The agreement, which came after months of legal wrangling, was a first official step toward distancing Britain from the interrogation tactics sanctioned by President George W. Bush during the U.S.-led war on terror.
The payout could prompt other former detainees to push for compensation in U.S. courts and elsewhere — even though Britain admitted no guilt.
Justice Secretary Ken Clark did not disclose the size of the settlement or who was involved, saying in his announcement to parliament Tuesday there was a binding confidentiality clause.
However, a British lawyer with knowledge of the terms told The Associated Press that at least seven former detainees — all British citizens or residents — would receive payments and one man would receive more than $1.6 million (1 million pounds).
British spies were not accused of torturing detainees themselves, but former detainees alleged that British security services violated international law by knowing about the abuse and doing nothing to stop it.
Speaking to the House of Commons, Clarke said the government had not admitted any “culpability” in the settlement and the plaintiffs had not withdrawn their allegations.
“The alternative to any payments made would have been protracted and extremely expensive litigation,” Clarke said, adding that the government could not be certain it could “defend the security and intelligence agencies without compromising national security.”
Britain’s spy agencies welcomed the settlement, saying open testimony from secret agents could have jeopardized intelligence-gathering. In a joint statement, Britain’s domestic spy agency, MI5, and its overseas intelligence service, MI6, said the settlement would allow them “to concentrate on protecting national security.”
The settlement marks a further break by Britain with U.S. policies — both past and present.
“This is the first instance in which victims of the Bush administration’s rendition program have received government compensation of any kind,” said Amrit Singh, a senior legal officer for the Open Society Justice Initiative, a U.S.-based think tank.

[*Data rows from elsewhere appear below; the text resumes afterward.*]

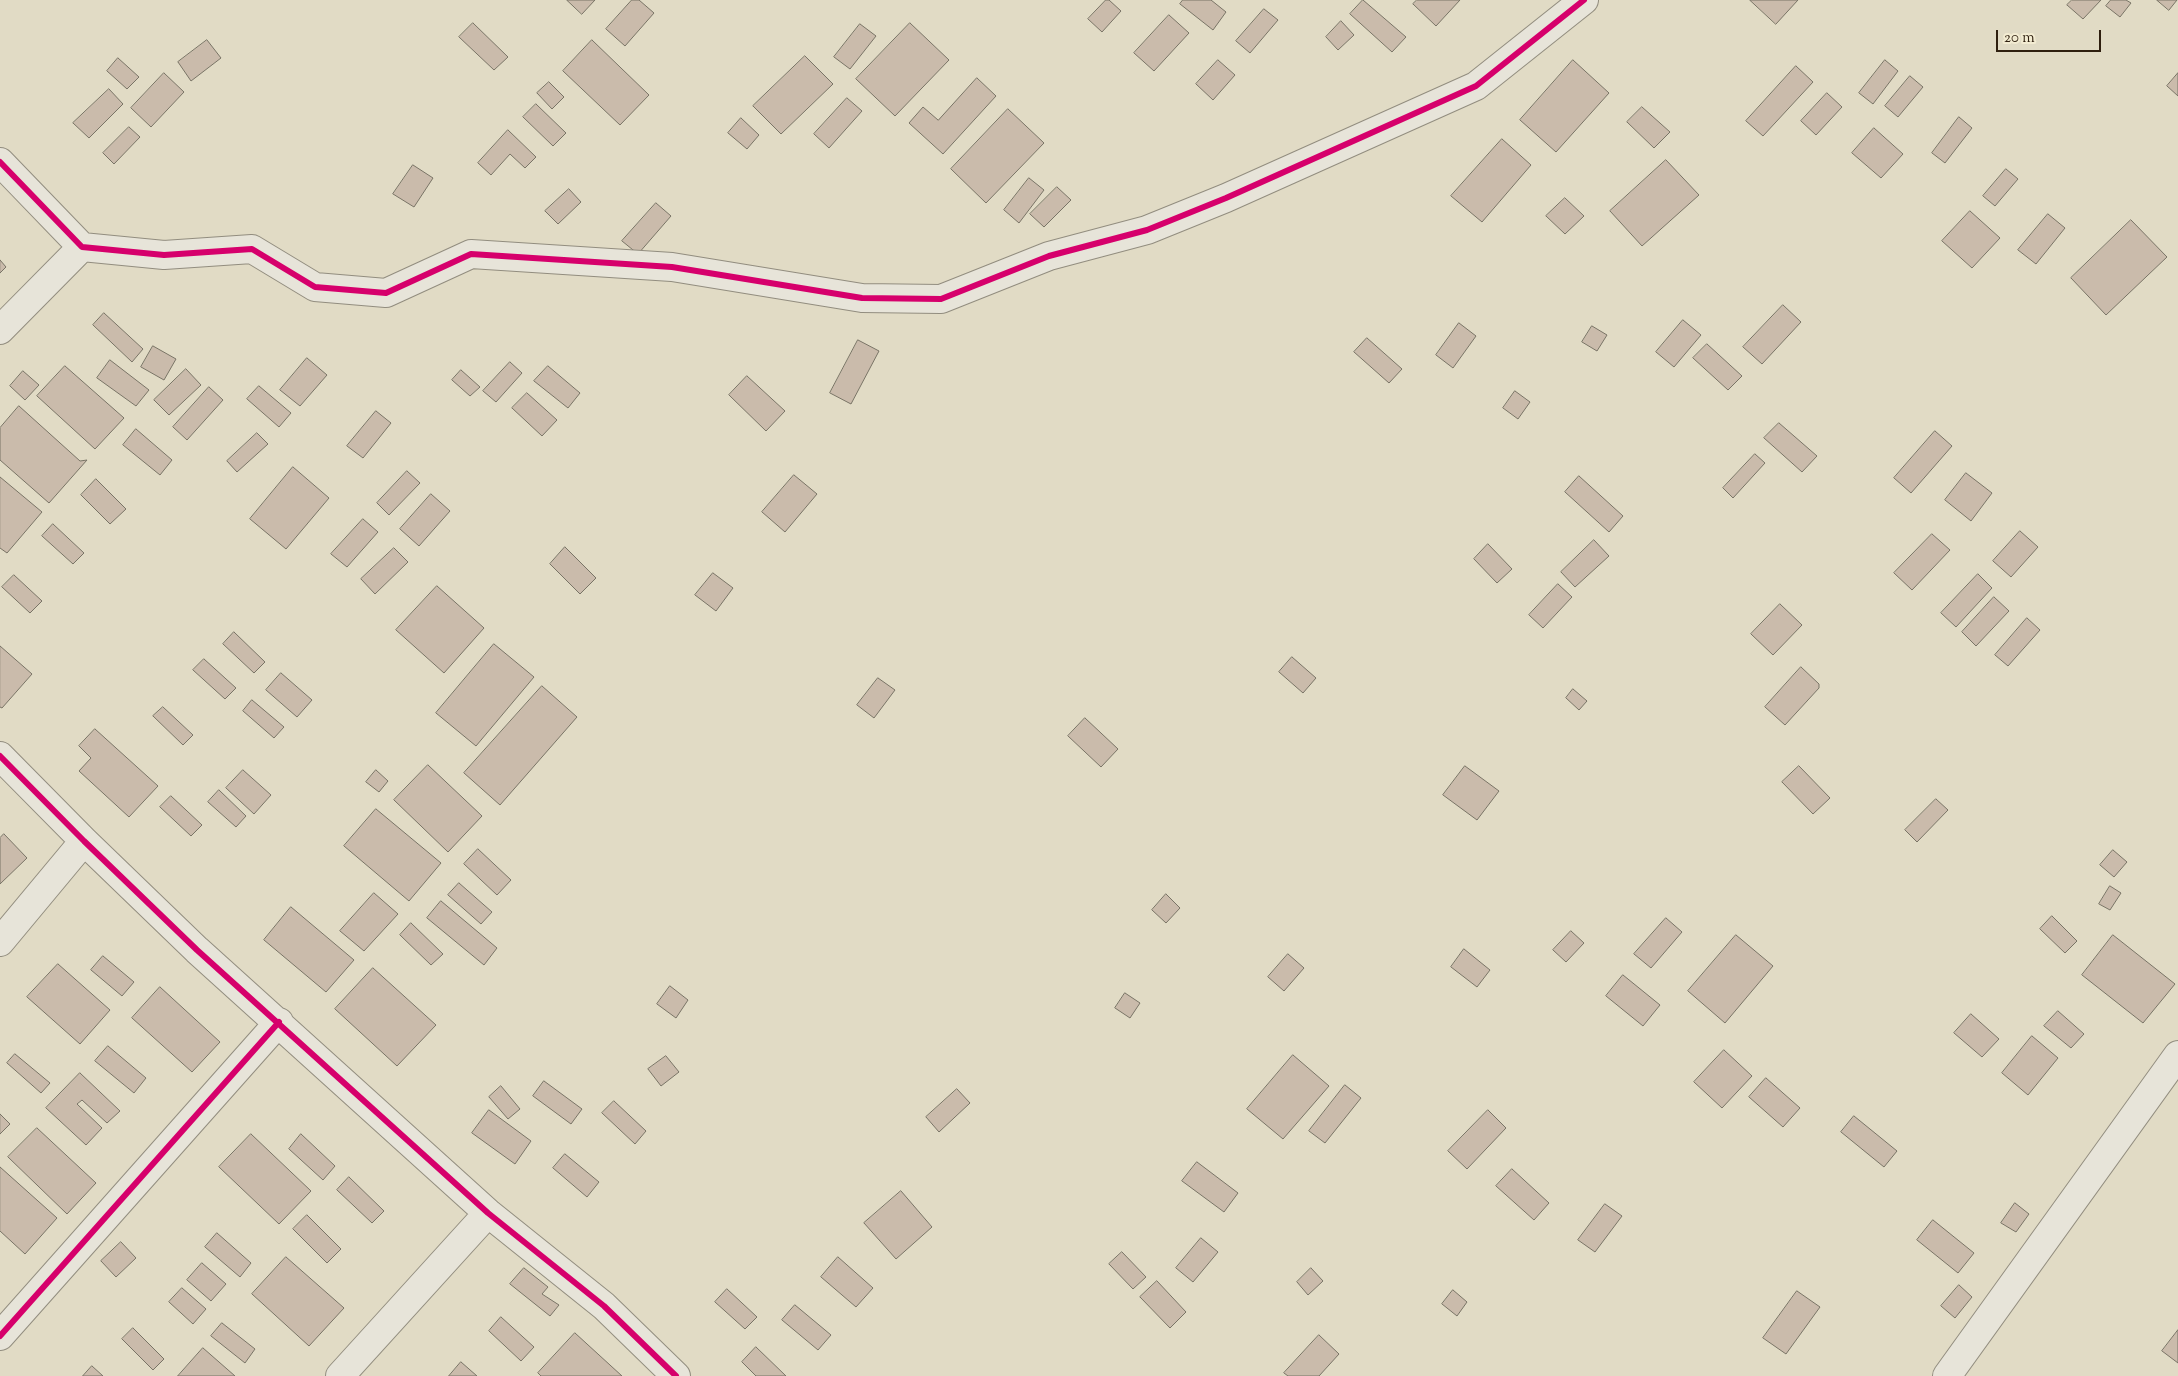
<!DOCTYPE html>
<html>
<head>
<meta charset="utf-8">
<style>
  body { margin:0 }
  #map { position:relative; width:2178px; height:1376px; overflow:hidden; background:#e1dbc5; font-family:"Sorts Mill Goudy",serif }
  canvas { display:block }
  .scale { position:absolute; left:1996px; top:30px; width:105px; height:22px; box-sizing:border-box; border:2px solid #2e1f0f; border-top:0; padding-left:6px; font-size:15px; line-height:18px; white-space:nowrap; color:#2e1f0f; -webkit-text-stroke:4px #f3ecd2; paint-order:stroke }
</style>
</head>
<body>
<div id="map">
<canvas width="2178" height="1376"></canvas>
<div class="scale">20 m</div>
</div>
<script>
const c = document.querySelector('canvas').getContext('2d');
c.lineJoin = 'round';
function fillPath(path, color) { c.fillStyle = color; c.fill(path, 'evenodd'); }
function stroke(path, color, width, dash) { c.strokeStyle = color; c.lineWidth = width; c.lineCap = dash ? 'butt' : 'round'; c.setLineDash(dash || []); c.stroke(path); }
const building = new Path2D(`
  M567 0H595L582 14Z
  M632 0H639L654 13 625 46 606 29Z
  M1106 0H1109L1121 11 1102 32 1088 19Z
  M1183 0H1211L1226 12 1213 30 1180 4Z
  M1363 0 1406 37 1392 52 1350 14Z
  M1417 0H1460L1436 26 1413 4Z
  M1750 0H1798L1776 24Z
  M2072 0H2101L2083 19 2067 5Z
  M2111 0H2126L2131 3 2120 17 2106 6Z
  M2157 0H2177L2169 10Z
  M1264 9 1278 20 1250 53 1236 41Z
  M1169 15 1189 33 1154 71 1134 53Z
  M1341 21 1354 35 1338 50 1326 37Z
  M473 23 508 57 494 70 459 37Z
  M910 23 949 60 895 116 856 79Z
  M860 24 876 36 850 69 834 57Z
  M207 40 221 58 191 81 178 62Z
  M592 40 649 95 620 125 563 71Z
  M805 56 833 84 781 134 753 106Z
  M118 58 139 77 127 89 107 71Z
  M1218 60 1235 75 1213 100 1196 84Z
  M1573 60 1609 93 1556 152 1520 120Z
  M1885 60 1898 71 1873 104 1859 93Z
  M1796 66 1813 82 1763 136 1746 121Z
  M164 73 184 92 151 127 131 108Z
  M2178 73V96L2167 86Z
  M1910 76 1923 87 1898 117 1885 106Z
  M977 78 996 96 943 154 909 123 923 107 938 120Z
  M549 82 564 97 552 109 537 93Z
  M109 89 123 104 89 138 73 123Z
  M1827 93 1842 107 1816 135 1801 121Z
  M847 98 862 111 829 148 814 134Z
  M536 104 566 133 553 146 523 117Z
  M1642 107 1670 132 1654 148 1627 122Z
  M1008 109 1044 143 986 203 951 169Z
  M1959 117 1972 128 1945 163 1932 153Z
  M741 118 759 135 747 149 728 133Z
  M129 127 140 137 114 164 103 153Z
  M1874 128 1903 154 1881 178 1852 153Z
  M508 130 536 157 525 168 510 154 491 175 478 163Z
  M1502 139 1531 165 1482 222 1451 196Z
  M1666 160 1699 195 1642 246 1610 211Z
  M413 165 433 178 414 207 393 194Z
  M2006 169 2018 179 1995 206 1983 196Z
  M1029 178 1044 190 1019 223 1004 210Z
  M1057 187 1071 200 1044 227 1030 214Z
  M569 189 581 202 558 224 545 211Z
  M1565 198 1584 216 1565 234 1546 216Z
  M656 203 671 216 638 254 622 241Z
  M1970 211 2000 238 1972 268 1942 241Z
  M2048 214 2065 228 2036 264 2018 250Z
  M2131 220 2167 257 2106 315 2071 278Z
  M0 260 6 267 0 273Z
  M1783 305 1801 322 1762 364 1743 347Z
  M104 313 143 349 132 362 93 325Z
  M1683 320 1701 335 1674 367 1656 352Z
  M1459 323 1476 336 1453 368 1436 355Z
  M1592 326 1607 335 1597 351 1582 342Z
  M1367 338 1402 369 1389 383 1354 352Z
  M858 340 879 351 851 404 830 393Z
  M1707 344 1742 376 1728 390 1693 358Z
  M153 346 176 359 164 380 141 367Z
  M307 358 327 375 300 406 280 390Z
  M110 360 149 390 136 406 97 378Z
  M510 362 522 373 496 402 483 391Z
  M65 366 124 418 95 449 37 396Z
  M548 366 580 393 568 408 534 381Z
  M186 369 201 385 169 415 154 400Z
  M461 370 480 387 470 396 452 380Z
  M23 371 39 385 25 400 10 386Z
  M747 376 785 411 766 431 729 395Z
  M259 386 291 413 279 427 247 399Z
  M209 387 223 400 187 440 173 427Z
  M1515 391 1530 402 1518 419 1503 408Z
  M527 393 557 420 542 436 512 408Z
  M19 406 80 461 87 460 49 503 0 460V428Z
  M376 411 391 423 363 458 347 446Z
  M1779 423 1817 456 1802 472 1764 438Z
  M136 429 172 460 160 475 123 445Z
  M1935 431 1952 446 1911 493 1894 478Z
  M257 433 268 444 237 472 227 461Z
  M1755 454 1765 463 1733 498 1723 488Z
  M293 467 329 498 286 549 250 519Z
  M407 471 420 483 389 515 377 503Z
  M1966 473 1992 493 1971 521 1945 500Z
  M794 475 817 494 785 532 762 512Z
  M1579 476 1623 516 1609 532 1565 492Z
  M0 477 42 512 7 553 0 548Z
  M96 479 126 509 110 524 81 495Z
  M431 494 450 511 419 546 400 529Z
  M363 519 378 532 347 567 331 554Z
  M53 524 84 553 73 564 42 536Z
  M2020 531 2038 547 2011 577 1993 561Z
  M1932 534 1950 550 1912 590 1894 573Z
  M1594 540 1609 556 1575 587 1561 572Z
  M1488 544 1512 569 1497 583 1474 559Z
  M565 547 596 578 580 594 550 564Z
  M394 548 408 562 375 594 361 579Z
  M713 573 733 588 716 611 695 595Z
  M1978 574 1992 588 1956 627 1941 613Z
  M14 575 42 601 30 613 2 587Z
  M1558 584 1572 597 1543 628 1529 615Z
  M437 586 484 628 444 673 396 630Z
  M1994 597 2009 611 1976 646 1962 632Z
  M1780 604 1802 625 1773 655 1751 634Z
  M2027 618 2040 630 2008 666 1995 655Z
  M234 632 265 662 254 673 223 644Z
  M494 644 534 677 476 746 436 713Z
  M0 646 32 674 2 708 0 707Z
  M1292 657 1316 678 1303 693 1279 672Z
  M204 659 236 688 225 699 193 670Z
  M1801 667 1819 684V688L1785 725 1765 707Z
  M281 673 312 700 297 717 266 690Z
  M878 678 895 690 874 718 857 705Z
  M542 686 577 717 500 805 464 773Z
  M1573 689 1587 701 1579 710 1566 698Z
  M252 700 284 727 274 738 243 711Z
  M163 707 193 735 183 745 153 716Z
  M1085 718 1118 749 1101 767 1068 736Z
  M95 729 158 786 129 817 79 771 91 758 79 746Z
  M428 765 482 816 448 852 394 800Z
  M1465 766 1499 791 1477 820 1443 795Z
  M1799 766 1830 798 1813 814 1782 782Z
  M243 770 271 795 254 814 226 788Z
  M376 770 388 781 379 792 366 782Z
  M219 790 246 816 236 827 208 802Z
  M171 796 202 825 191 836 160 807Z
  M1936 799 1948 810 1917 842 1905 830Z
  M376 809 441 863 409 901 344 846Z
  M4 834 27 858 0 884V838Z
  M478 849 511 880 497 895 464 864Z
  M2113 850 2127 862 2114 877 2100 865Z
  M459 883 492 912 481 924 448 895Z
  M2110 886 2121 893 2110 910 2099 904Z
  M374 893 398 914 364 951 340 931Z
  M1166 894 1180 908 1166 923 1152 910Z
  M441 901 497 948 484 965 427 918Z
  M291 907 354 960 326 992 264 940Z
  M2052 916 2077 941 2065 953 2040 929Z
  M1666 918 1682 932 1651 968 1634 954Z
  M411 923 443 954 431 965 400 935Z
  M1571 931 1584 943 1566 962 1553 950Z
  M1736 935 1773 966 1725 1023 1688 991Z
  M2113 935 2175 984 2143 1023 2082 975Z
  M1464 949 1490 970 1477 987 1451 967Z
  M1288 954 1304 968 1284 991 1268 977Z
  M103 956 134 982 122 996 91 970Z
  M58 964 110 1010 80 1044 27 997Z
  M373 968 436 1025 397 1066 335 1009Z
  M1623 975 1660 1005 1643 1026 1606 996Z
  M670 986 688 1000 676 1018 657 1004Z
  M160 987 220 1042 192 1072 132 1018Z
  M1125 993 1140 1003 1130 1018 1115 1008Z
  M2058 1011 2084 1034 2071 1048 2044 1026Z
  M1971 1014 1999 1039 1982 1057 1954 1033Z
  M2032 1036 2058 1058 2028 1095 2002 1073Z
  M108 1046 146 1078 134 1093 95 1061Z
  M1724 1050 1752 1076 1722 1108 1694 1082Z
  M15 1054 50 1083 41 1093 7 1063Z
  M1293 1055 1329 1086 1283 1139 1247 1109Z
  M666 1056 679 1072 661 1086 648 1069Z
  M80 1073 120 1111 107 1123 82 1100 77 1104 102 1128 86 1145 46 1108Z
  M1766 1078 1800 1108 1783 1127 1749 1097Z
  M544 1081 582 1109 571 1124 533 1096Z
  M1345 1085 1361 1098 1325 1143 1309 1131Z
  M501 1086 520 1109 508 1119 489 1097Z
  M957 1089 970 1103 939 1132 926 1117Z
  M614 1101 646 1131 635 1144 602 1113Z
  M489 1110 531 1141 515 1164 472 1133Z
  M1488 1110 1506 1128 1467 1169 1448 1151Z
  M0 1114 10 1124 0 1134Z
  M1854 1116 1897 1151 1884 1167 1841 1132Z
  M37 1128 96 1183 67 1214 8 1157Z
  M251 1134 311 1191 279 1224 219 1167Z
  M301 1134 335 1166 323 1180 289 1149Z
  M565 1154 599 1182 587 1197 553 1168Z
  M1197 1162 1238 1193 1224 1212 1182 1181Z
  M0 1167 57 1218 25 1254 0 1231Z
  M1512 1169 1549 1203 1534 1220 1496 1186Z
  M349 1177 384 1211 372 1223 337 1190Z
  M901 1191 932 1227 896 1259 864 1223Z
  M2015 1203 2029 1214 2016 1232 2001 1223Z
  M1605 1204 1622 1216 1595 1252 1578 1240Z
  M307 1215 341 1249 327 1263 293 1229Z
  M1933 1220 1974 1253 1958 1273 1917 1240Z
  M217 1233 251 1263 240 1277 205 1247Z
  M1201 1238 1218 1252 1193 1282 1176 1268Z
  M121 1242 136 1258 116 1277 101 1261Z
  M1122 1252 1146 1277 1133 1289 1109 1264Z
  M286 1257 344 1308 309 1346 252 1294Z
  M838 1257 873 1288 856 1307 821 1277Z
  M202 1263 226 1284 211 1301 187 1280Z
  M524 1268 548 1287 542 1294 559 1305 550 1316 510 1284Z
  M1311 1268 1323 1281 1308 1295 1297 1282Z
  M1157 1281 1186 1312 1170 1328 1140 1297Z
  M1959 1285 1972 1297 1955 1318 1941 1306Z
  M182 1288 206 1309 193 1324 169 1302Z
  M727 1289 757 1317 745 1329 715 1302Z
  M1453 1290 1467 1302 1457 1316 1442 1304Z
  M1797 1291 1820 1307 1786 1354 1763 1338Z
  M795 1305 831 1335 818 1350 782 1320Z
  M501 1317 534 1347 521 1361 489 1331Z
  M222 1323 255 1349 245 1363 211 1336Z
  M133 1328 164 1359 153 1370 122 1339Z
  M2178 1330V1363L2162 1351Z
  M575 1333 622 1376H541L538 1373Z
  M1319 1335 1339 1354 1319 1376H1288L1284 1373Z
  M756 1347 786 1376H756L742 1362Z
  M203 1348 235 1376H178Z
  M461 1362 477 1376H449Z
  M92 1366 103 1376H83Z`);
fillPath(building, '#cabbab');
stroke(building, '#797466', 1);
const minor = new Path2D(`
  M0 162 82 247 164 255 252 249 315 287 386 293 471 254 672 267 862 298 941 299 1049 256 1147 230 1226 198 1476 86 1584 0
  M0 330 82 247
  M0 756 84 841 197 950 488 1213 604 1306 676 1376
  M0 942 84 841
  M0 1336 279 1022
  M340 1376 488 1213
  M1947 1376 2178 1055`);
stroke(minor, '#928d7f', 30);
stroke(minor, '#e7e4d9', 28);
stroke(new Path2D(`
  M0 162 82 247 164 255 252 249 315 287 386 293 471 254 672 267 862 298 941 299 1049 256 1147 230 1226 198 1476 86 1584 0
  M0 756 84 841 197 950 488 1213 604 1306 676 1376
  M0 1336 279 1022`), '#d6006c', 6);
</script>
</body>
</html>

“It underscores the merits of the victims’ claims and the lengths to which governments are willing to go to avoid judicial scrutiny and the airing of the truth relating to the CIA-driven rendition program,” she said.
Britain has long opposed some of the interrogation techniques authorized by the Bush administration during the campaign against terror after the 9/11 attacks, saying they can produce false information as suspects eventually say anything to make the abuse stop.